START Material supplied

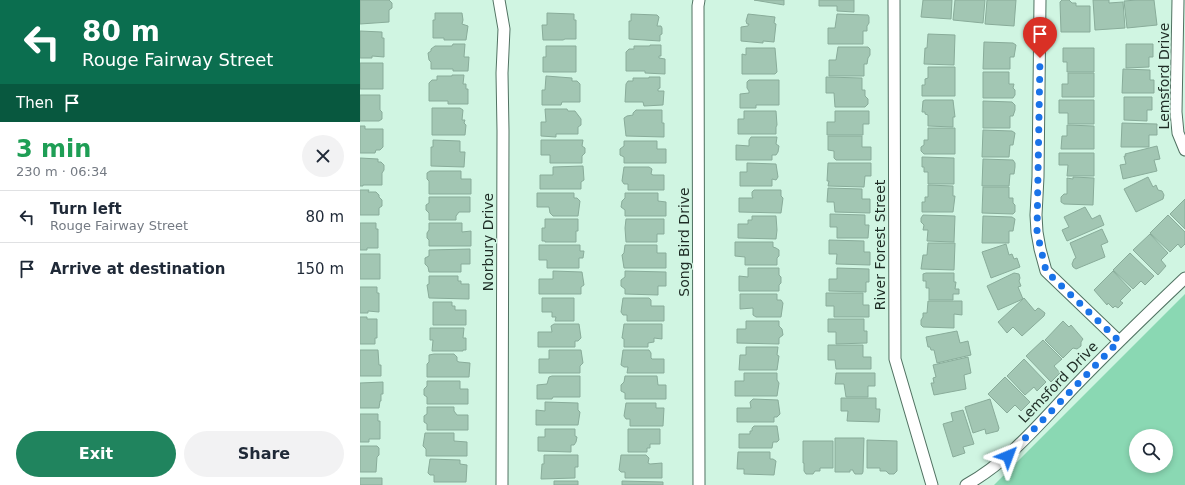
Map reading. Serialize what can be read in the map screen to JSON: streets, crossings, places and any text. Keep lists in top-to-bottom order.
{
  "streets": {
    "street": [
      "Lemsford Drive",
      "Norbury Drive",
      "Song Bird Drive",
      "River Forest Street"
    ]
  },
  "page": {
    "turn": ["80 m", "Rouge Fairway Street"],
    "then": "Then",
    "heading": ["3 min", "230 m · 06:34"],
    "list": [
      {
        "name": "Turn left",
        "note": "Rouge Fairway Street",
        "value": "80 m"
      },
      {
        "name": "Arrive at destination",
        "value": "150 m"
      }
    ],
    "buttons": ["Exit", "Share"]
  }
}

END Material supplied

* [What you should do] The records above, minus their pictures, are to be returned word for word.

* [Answer for the task]
Map reading. Serialize what can be read in the map screen to JSON: streets, crossings, places and any text. Keep lists in top-to-bottom order.
{
  "streets": {
    "street": [
      "Lemsford Drive",
      "Norbury Drive",
      "Song Bird Drive",
      "River Forest Street"
    ]
  },
  "page": {
    "turn": ["80 m", "Rouge Fairway Street"],
    "then": "Then",
    "heading": ["3 min", "230 m · 06:34"],
    "list": [
      {
        "name": "Turn left",
        "note": "Rouge Fairway Street",
        "value": "80 m"
      },
      {
        "name": "Arrive at destination",
        "value": "150 m"
      }
    ],
    "buttons": ["Exit", "Share"]
  }
}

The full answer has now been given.